Pesan di Balik Kemegahan Tari Klasik Surakarta
13 July 2022 |
21:30 WIB
Kota Solo menawarkan beragam daya tarik yang seakan tak akan ada habisnya. Selain kuliner, kota ini begitu dikenal sebagai tempat lahirnya seniman tari klasik. Tidak mengherankan bila kota ini kerap kali seniman Solo diunang untuk mementaskan tari klasik yang sarat dengan simbol dan kesakralan.
Salah satu yang dapat dilihat adalah pementasan Tari Bedoyo Kirono Ratih yang dibawakan oleh para penari keraton Surakarta di La Piazza Summarecon Kelapa Gading pada Juli 2015 silam. Tari bedoyo hasil karya GKR. Wandansari pada 1980-an ini ditarikan oleh tujuh penari.

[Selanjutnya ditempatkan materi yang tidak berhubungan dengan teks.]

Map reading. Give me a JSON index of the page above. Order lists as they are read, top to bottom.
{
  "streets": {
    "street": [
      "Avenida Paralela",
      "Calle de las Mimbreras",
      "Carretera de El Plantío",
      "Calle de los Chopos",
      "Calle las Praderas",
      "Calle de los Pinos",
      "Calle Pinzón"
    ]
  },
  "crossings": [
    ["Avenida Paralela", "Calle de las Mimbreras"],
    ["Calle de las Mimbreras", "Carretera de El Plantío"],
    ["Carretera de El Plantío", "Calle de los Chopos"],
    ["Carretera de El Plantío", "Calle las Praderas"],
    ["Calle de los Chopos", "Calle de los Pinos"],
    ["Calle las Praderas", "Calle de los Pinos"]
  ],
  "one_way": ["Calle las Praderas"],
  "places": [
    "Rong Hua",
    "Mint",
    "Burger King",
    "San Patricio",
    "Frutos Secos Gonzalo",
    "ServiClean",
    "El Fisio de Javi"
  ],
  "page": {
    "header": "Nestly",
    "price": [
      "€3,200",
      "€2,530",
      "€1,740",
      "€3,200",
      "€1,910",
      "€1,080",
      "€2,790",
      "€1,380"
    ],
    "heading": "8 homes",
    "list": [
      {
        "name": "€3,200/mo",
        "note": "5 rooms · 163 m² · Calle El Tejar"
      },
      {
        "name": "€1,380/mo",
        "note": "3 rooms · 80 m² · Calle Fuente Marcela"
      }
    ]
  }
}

Seperti lazimnya tari bedoyo, Kirono Ratih ditarikan dengan gerakan yang lembut sesuai dengan iringan gamelan. Tarian klasik yang mengisahkan tentang para putri keraton yang sedang berlatih memanah di bawah sinar rembulan, dapat dikatakan mewakili emansipasi wanita.
Baca juga: Kisah Kasih Ibu yang Menguras Emosi dalam Seni Tari Randai
Pada zaman dahulu, para putri abdi dalem memang dibekali ilmu bela diri karena tugas abdi dalem sebagai benteng terakhir raja saat terjadi peperangan.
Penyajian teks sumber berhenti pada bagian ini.